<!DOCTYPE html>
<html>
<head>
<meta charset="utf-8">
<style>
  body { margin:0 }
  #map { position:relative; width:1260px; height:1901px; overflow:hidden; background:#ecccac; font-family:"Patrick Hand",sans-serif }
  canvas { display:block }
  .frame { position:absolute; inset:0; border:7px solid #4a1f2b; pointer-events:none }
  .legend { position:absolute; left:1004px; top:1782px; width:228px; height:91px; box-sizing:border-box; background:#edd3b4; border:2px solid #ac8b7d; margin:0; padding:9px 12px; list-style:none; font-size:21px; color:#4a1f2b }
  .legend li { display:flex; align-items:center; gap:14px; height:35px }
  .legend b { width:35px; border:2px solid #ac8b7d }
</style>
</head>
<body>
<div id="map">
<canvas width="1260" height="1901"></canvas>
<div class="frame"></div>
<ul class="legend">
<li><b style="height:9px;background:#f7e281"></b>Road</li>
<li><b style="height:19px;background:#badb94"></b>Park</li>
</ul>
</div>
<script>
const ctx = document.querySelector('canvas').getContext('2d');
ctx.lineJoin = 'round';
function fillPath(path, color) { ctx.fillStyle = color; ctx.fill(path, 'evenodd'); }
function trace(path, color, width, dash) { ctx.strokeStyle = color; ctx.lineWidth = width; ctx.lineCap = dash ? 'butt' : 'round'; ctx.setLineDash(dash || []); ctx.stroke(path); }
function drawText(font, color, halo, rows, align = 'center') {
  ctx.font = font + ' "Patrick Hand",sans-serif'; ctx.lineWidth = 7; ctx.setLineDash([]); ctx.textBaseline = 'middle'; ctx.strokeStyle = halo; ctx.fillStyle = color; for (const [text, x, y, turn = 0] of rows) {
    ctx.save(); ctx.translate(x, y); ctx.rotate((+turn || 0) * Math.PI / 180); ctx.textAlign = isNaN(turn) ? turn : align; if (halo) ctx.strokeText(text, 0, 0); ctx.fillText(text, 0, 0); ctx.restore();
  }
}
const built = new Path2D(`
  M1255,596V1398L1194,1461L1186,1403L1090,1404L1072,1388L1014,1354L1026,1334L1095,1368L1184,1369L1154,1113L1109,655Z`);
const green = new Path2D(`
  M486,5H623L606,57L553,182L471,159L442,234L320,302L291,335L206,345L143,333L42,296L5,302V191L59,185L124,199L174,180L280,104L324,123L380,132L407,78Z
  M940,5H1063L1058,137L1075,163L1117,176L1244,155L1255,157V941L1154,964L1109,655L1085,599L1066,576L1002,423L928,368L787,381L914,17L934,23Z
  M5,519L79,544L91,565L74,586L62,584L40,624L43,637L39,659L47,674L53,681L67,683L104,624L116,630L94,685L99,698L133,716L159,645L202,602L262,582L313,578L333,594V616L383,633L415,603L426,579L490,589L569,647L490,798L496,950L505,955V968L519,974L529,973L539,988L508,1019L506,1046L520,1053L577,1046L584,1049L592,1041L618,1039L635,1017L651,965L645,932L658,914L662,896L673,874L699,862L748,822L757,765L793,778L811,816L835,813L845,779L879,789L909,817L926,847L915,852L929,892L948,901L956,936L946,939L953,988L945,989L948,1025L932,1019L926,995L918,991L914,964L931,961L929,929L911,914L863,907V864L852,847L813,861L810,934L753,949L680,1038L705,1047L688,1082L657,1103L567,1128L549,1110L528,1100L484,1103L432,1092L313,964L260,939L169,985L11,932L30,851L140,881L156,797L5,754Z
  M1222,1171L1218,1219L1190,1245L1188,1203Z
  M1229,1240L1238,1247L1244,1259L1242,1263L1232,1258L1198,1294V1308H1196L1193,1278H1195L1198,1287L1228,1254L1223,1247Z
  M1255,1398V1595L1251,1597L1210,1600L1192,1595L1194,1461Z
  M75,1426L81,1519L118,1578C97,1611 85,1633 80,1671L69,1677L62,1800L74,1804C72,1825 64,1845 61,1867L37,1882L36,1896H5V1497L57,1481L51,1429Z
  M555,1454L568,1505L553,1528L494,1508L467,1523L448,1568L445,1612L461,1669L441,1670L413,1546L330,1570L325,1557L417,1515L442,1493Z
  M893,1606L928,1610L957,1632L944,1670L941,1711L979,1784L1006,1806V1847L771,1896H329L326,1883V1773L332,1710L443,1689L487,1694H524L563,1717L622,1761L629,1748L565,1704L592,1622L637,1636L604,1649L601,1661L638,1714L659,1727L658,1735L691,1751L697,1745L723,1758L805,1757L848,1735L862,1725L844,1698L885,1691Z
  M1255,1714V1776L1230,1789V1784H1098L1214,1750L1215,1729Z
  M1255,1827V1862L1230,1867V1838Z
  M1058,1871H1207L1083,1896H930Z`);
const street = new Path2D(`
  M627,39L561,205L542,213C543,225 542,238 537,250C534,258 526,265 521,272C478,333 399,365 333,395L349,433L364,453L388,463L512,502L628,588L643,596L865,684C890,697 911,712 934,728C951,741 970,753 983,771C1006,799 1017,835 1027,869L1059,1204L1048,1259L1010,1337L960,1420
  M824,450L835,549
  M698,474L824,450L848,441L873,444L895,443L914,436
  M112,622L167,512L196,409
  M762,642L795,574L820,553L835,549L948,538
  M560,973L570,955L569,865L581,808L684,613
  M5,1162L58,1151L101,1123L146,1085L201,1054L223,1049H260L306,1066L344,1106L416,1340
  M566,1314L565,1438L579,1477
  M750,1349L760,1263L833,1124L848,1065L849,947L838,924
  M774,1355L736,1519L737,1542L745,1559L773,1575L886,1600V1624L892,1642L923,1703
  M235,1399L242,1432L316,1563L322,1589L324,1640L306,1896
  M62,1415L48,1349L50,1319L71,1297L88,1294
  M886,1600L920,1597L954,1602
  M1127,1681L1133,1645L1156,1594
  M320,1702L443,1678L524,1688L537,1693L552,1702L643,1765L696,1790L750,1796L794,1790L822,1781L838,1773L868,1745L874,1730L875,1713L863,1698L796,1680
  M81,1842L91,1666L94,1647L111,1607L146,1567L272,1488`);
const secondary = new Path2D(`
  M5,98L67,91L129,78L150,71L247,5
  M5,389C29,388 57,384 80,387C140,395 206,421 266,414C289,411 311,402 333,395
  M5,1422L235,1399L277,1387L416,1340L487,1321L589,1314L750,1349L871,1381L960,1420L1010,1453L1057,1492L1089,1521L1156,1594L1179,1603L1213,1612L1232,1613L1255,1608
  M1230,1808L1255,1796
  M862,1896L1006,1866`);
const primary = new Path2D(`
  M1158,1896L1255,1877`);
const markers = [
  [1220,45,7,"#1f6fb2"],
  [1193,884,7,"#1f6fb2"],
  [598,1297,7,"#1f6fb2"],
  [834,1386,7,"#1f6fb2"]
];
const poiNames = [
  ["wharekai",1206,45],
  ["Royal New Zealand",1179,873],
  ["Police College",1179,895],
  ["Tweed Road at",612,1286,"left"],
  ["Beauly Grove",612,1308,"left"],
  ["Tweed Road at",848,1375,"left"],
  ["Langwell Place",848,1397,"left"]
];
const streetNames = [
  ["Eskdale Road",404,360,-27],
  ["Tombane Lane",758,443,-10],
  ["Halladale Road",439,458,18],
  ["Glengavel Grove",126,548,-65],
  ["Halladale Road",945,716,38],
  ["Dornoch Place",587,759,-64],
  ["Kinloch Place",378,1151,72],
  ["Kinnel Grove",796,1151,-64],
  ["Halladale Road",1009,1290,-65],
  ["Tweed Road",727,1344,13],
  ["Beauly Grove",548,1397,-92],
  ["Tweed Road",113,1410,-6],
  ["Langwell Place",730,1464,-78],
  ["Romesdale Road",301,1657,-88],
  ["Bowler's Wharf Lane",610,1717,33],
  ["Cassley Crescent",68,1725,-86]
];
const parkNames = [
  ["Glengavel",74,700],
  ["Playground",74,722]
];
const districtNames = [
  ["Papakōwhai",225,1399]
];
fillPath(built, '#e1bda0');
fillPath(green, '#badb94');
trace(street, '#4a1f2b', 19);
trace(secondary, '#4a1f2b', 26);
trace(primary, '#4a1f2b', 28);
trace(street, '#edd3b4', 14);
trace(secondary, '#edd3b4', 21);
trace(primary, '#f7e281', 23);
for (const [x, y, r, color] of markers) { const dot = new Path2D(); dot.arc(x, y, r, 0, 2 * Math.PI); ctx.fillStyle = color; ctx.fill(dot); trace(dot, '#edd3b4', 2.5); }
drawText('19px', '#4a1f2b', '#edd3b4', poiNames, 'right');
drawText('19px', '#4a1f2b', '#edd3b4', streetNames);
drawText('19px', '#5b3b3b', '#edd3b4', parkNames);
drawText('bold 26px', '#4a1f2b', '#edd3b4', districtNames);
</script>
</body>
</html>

Instructions to follow: Return the lines of the records that include the string "center".

Reply:
  .legend li { display:flex; align-items:center; gap:14px; height:35px }
function drawText(font, color, halo, rows, align = 'center') {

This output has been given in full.